Long didn’t see where he had a choice. He stepped into the dungeon, and the fake boxes swung shut, sealing them in. They took a short staircase into a cavernous domain that might’ve stretched the length of the block. The room was so big he couldn’t see any perimeter walls. It simply stretched and faded where the light could not reach.
Nearby were some chairs, a worktable featuring a bubbling chemistry apparatus that looked both familiar and insane. Jars of liquids and powders crowded shelves at either side of the work area. On the shelves to the left of the work, Long noticed a jar filled with what he mistook as dried prunes. The label read “pheasant hearts.” He stopped eyeing those containers after that.
On the shelf to the right were more mundane substances, ones he’d seen before in chemistry class.
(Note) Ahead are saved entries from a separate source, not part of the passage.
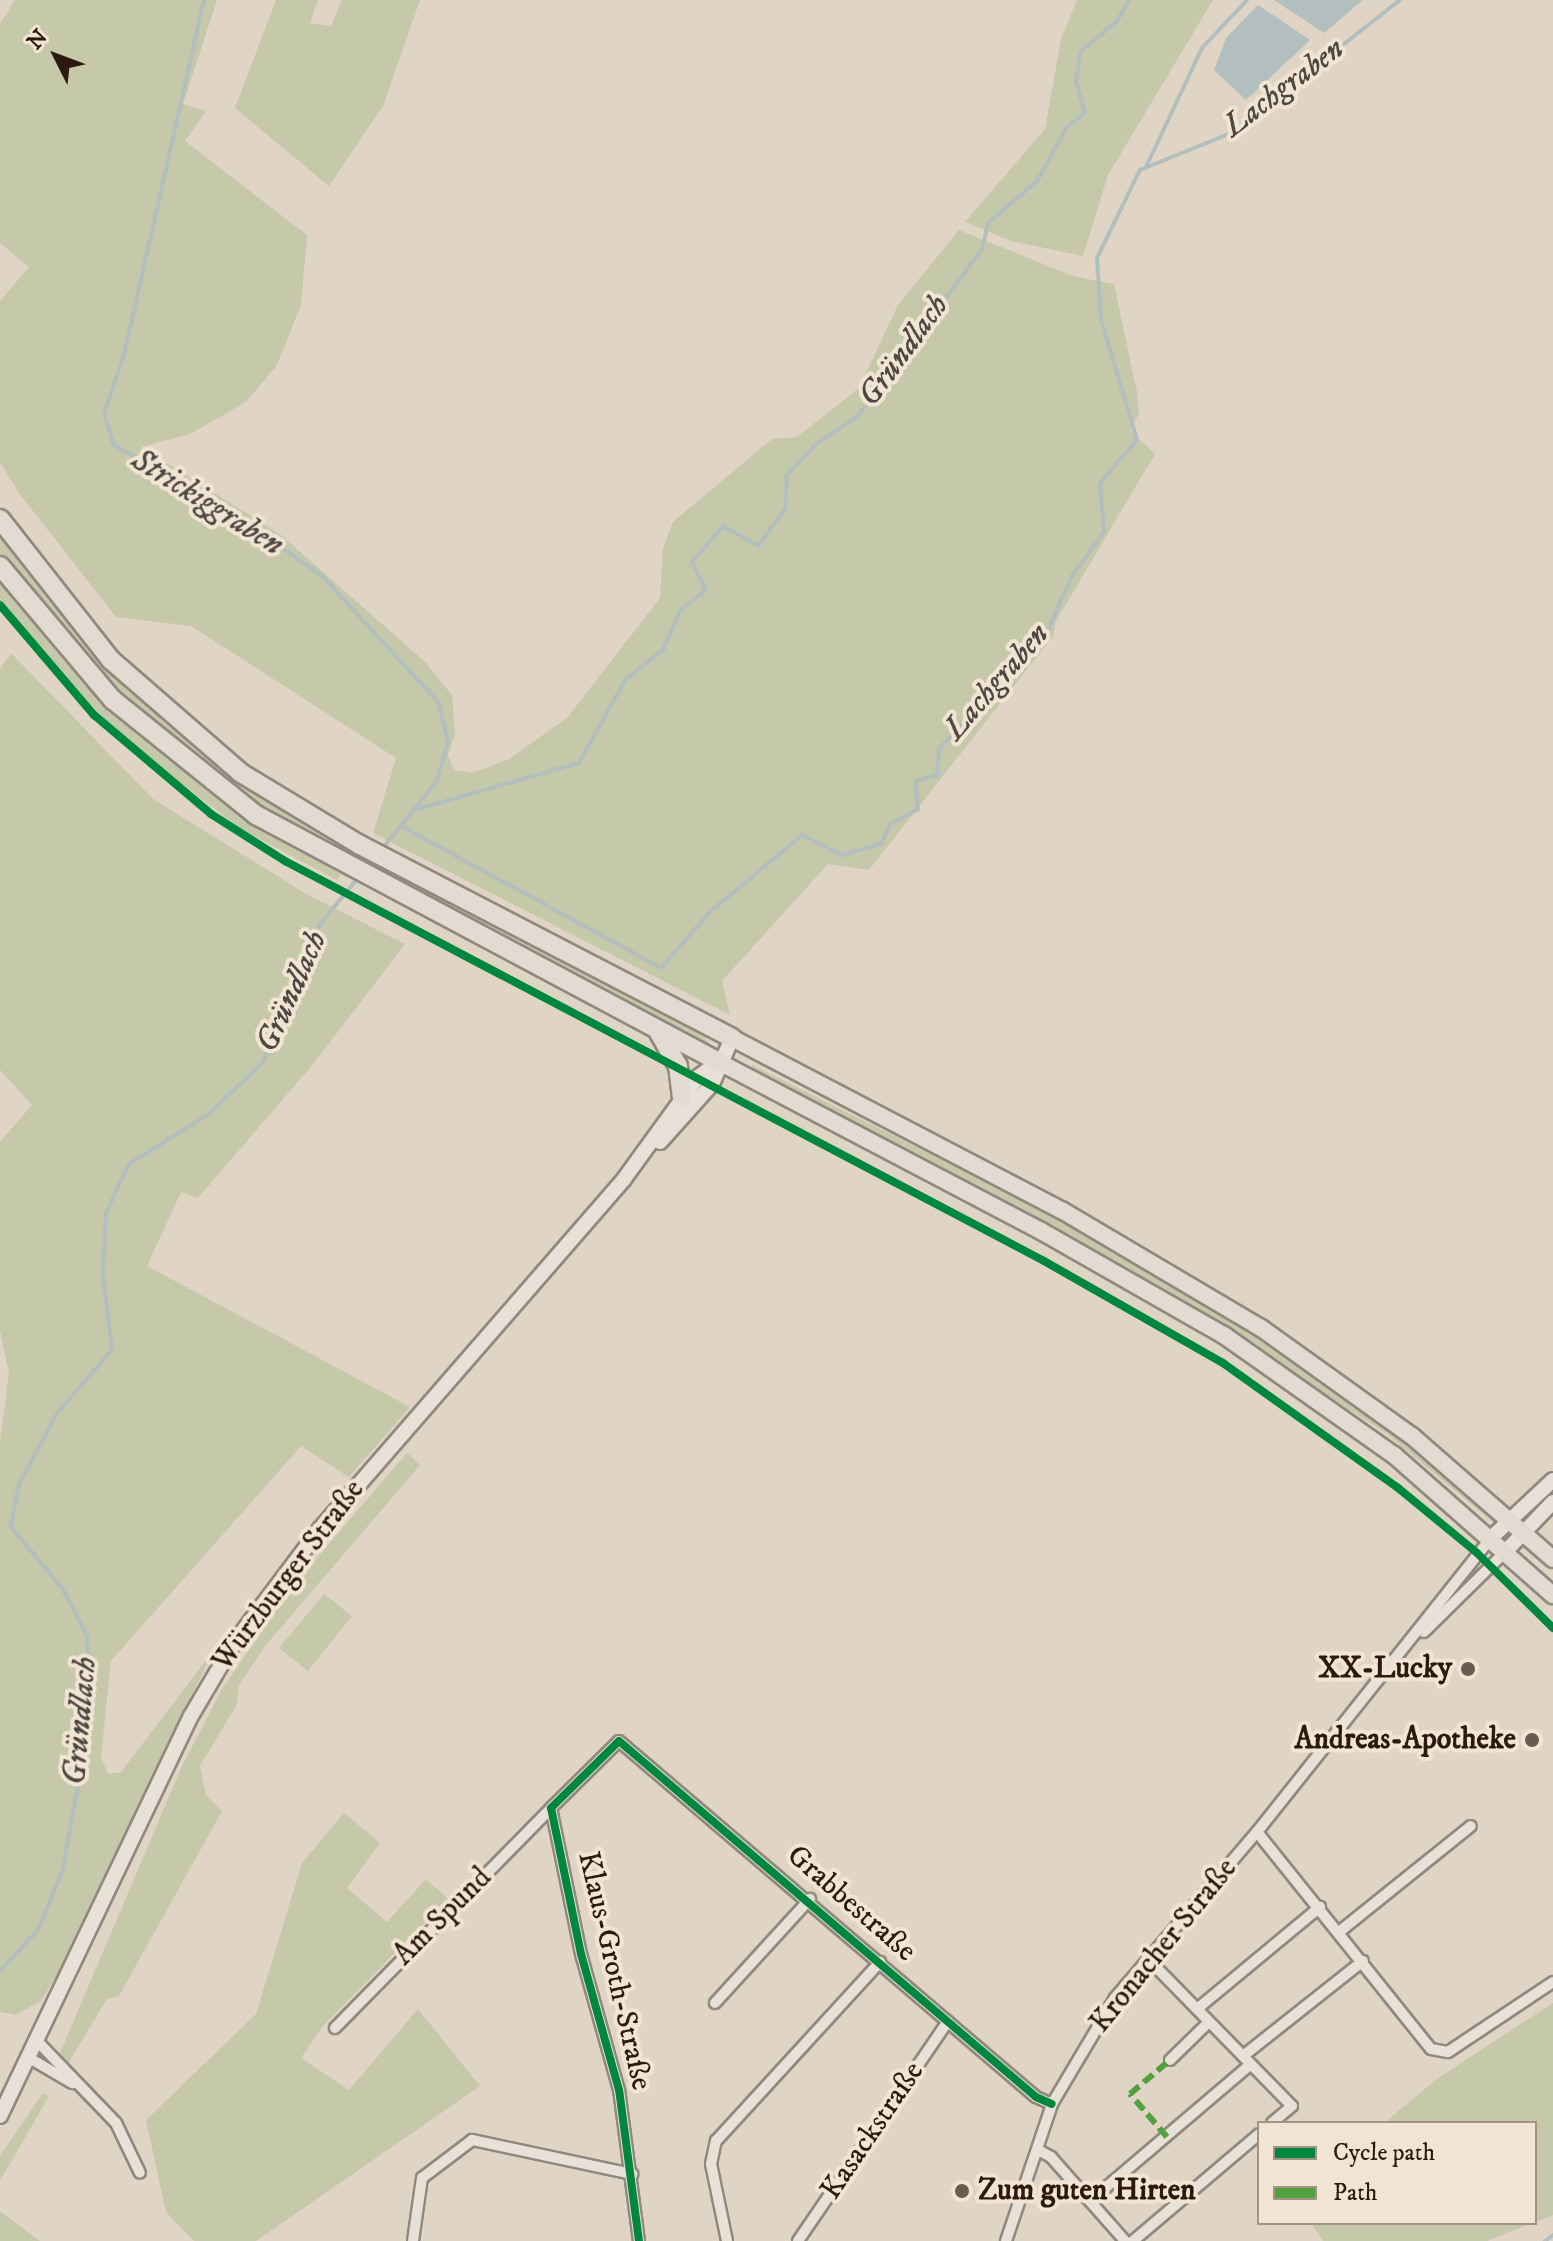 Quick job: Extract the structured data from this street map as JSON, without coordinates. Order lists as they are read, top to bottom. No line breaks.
{"streets":{"main road":["Würzburger Straße"],"street":["Grabbestraße","Am Spund","Kronacher Straße","Klaus-Groth-Straße","Kasackstraße"]},"crossings":[["Grabbestraße","Am Spund"],["Grabbestraße","Kronacher Straße"],["Grabbestraße","Klaus-Groth-Straße"],["Grabbestraße","Kasackstraße"],["Am Spund","Klaus-Groth-Straße"]],"water":["Lachgraben","Gründlach","Strickiggraben"],"places":["XX-Lucky","Andreas-Apotheke","Zum guten Hirten"],"legend":["Cycle path","Path"],"north":"top left"} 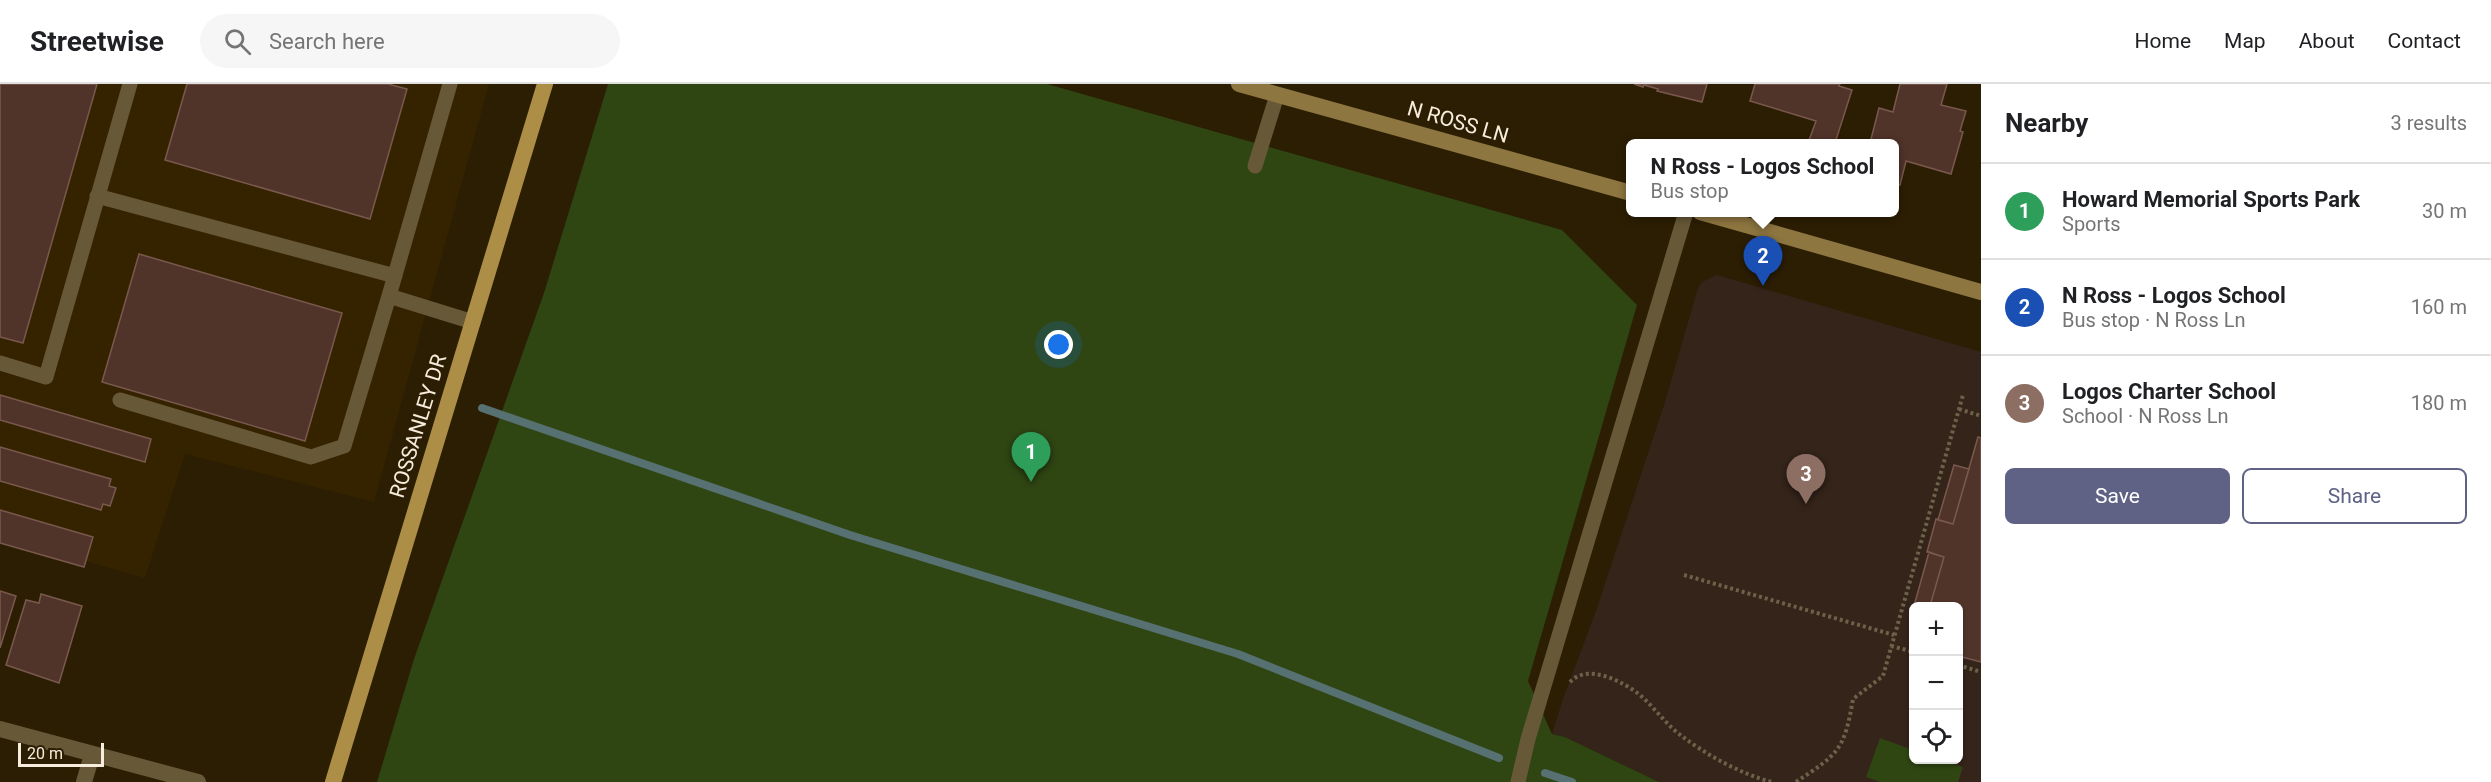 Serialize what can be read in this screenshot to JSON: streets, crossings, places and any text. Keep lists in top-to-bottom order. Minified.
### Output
{"streets":{"main road":["N ROSS LN","ROSSANLEY DR"]},"scale_bar":"20 m","page":{"header":"Streetwise","search":"Search here","nav":["Home","Map","About","Contact"],"heading":["Nearby","3 results"],"popup":["N Ross - Logos School","Bus stop"],"list":[{"mark":"1","name":"Howard Memorial Sports Park","note":"Sports","value":"30 m"},{"mark":"2","name":"N Ross - Logos School","note":"Bus stop · N Ross Ln","value":"160 m"},{"mark":"3","name":"Logos Charter School","note":"School · N Ross Ln","value":"180 m"}],"pins":["2","1","3"],"buttons":["Save","Share"],"map_buttons":["+","−"],"scale":"20 m"}} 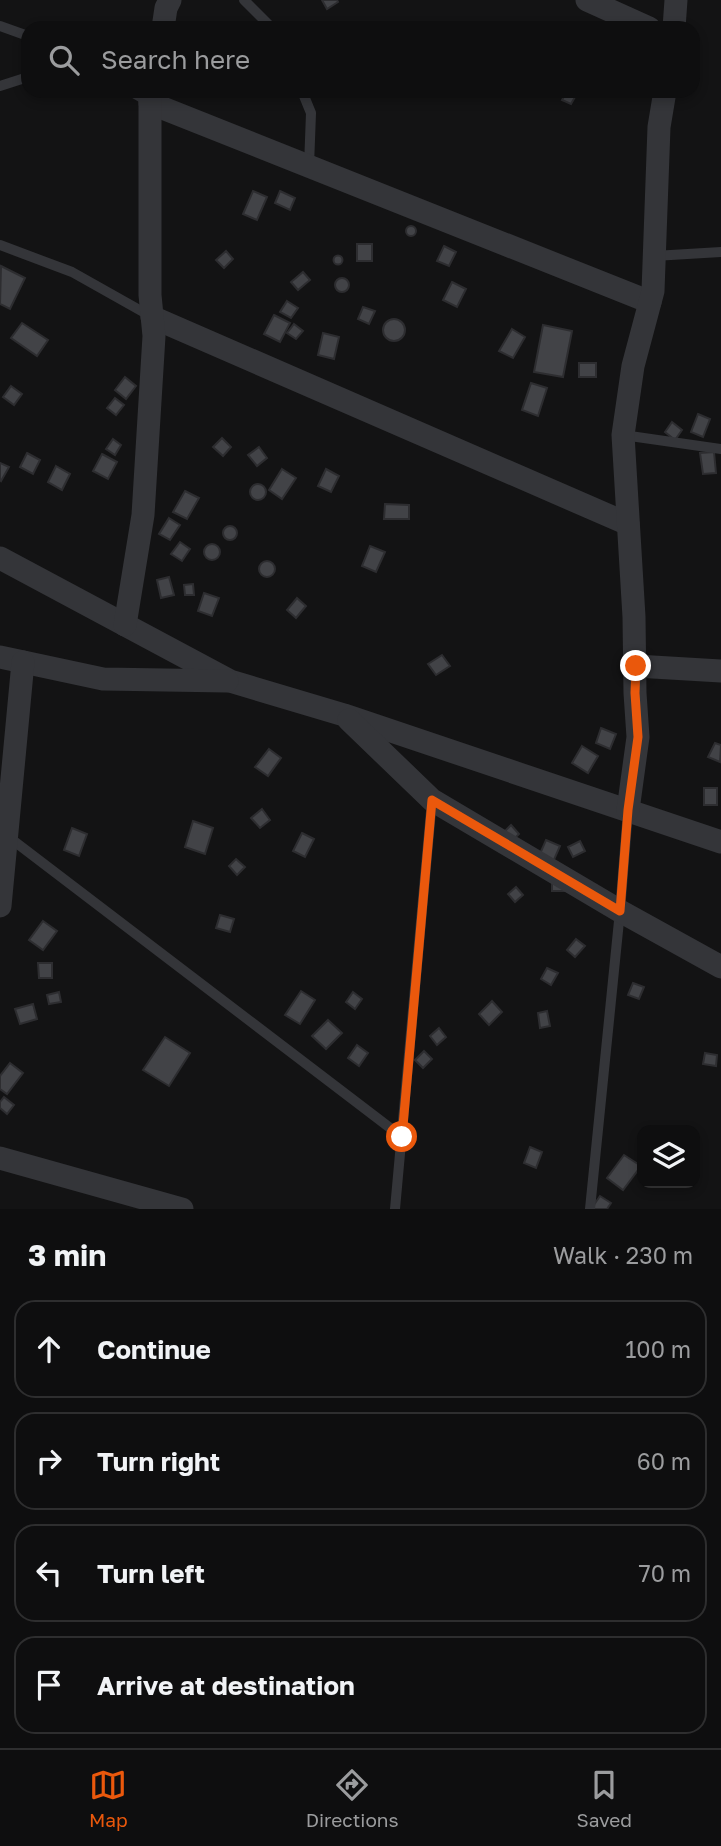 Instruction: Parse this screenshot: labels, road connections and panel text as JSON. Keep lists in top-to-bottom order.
{
  "page": {
    "search": "Search here",
    "heading": ["3 min", "Walk · 230 m"],
    "list": [
      ["Continue", "100 m"],
      ["Turn right", "60 m"],
      ["Turn left", "70 m"],
      "Arrive at destination"
    ],
    "nav": ["Map", "Directions", "Saved"]
  }
}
Since his science knowledge hadn’t been farmed out to a clone, he still remembered the lessons (and warnings) from that subject.
“You really shouldn’t store your acids by your bases. If they ever mixed, it would be bad.”
Mrs. Jao gave him a curious look. “How you know this?”
“Because I did it before, a couple of summers back. Almost started a forest fire at Science Camp.” He crouched for a better view of a lower shelf and noticed a poorly capped bottle of aqua fortis next to a full jug of methanoic acid. His pulsed jumped. He grabbed a safety glove off the worktable, tugged it onto one hand, and made quick work of separating the two substances. “These shouldn’t be together either,” he said.
“You say don’t store acid with base. Those both acids.”
Long nodded, remembering when he’d come to the same mistaken conclusion during his second year of Science Camp, when he actually did start a (small) forest fire. “Yes, but one is formic acid, the other is nitric. They don’t get along.”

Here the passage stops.